Gunadi segera meraih tangan Handa yang akan meninggalkan tempat itu. Marini menundukkan kepala dan tanganya mengepal. Hanin meninggalkan ruangan dengan muka masam. Setelah beberapa langkah Hanin membalikkan tubuhnya "Apa kau disini untuk mengambil calon suamiku juga?"
Handa terkejut dengan pertanyaan Hanin, "Aku tidak pernah mengambil apapun darimu, aku hanya mengambil apa yang diberikan Tuhan padaku." Handa dan Hanin saling beradu pandang dengan sorot mata tajam.

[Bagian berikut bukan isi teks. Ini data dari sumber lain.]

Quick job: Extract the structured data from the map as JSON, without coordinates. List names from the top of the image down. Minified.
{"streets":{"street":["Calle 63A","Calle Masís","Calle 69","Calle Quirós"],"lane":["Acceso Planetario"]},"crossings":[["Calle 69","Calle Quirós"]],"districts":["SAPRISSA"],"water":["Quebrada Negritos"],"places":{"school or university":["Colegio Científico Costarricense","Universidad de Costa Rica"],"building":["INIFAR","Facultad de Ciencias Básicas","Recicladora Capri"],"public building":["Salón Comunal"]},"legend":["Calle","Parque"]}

Handa menyesali mengapa dia tidak memiliki foto bersama Pak Alim. Meskipun Pak Alim tidak pernah menyatakan perasaan cinta padanya, jika Handa memiliki foto itu setidaknya Handa bisa menunjukkan ada lelaki yang dekat dengannya selama di Semarang pada Hanin. Toh Hanin juga tidak akan menyelidikinya untuk mengetahui kebenaran hubungannya dengan Pak Alim.
Dengan muka masam penuh kekesalan Hanin segera meninggalkan ruang makan dan menaiki tangga menuju kamarnya. Marini tak menutupi kesedihannya menatap Hanin dan kekacauan yang terjadi di ruang makan.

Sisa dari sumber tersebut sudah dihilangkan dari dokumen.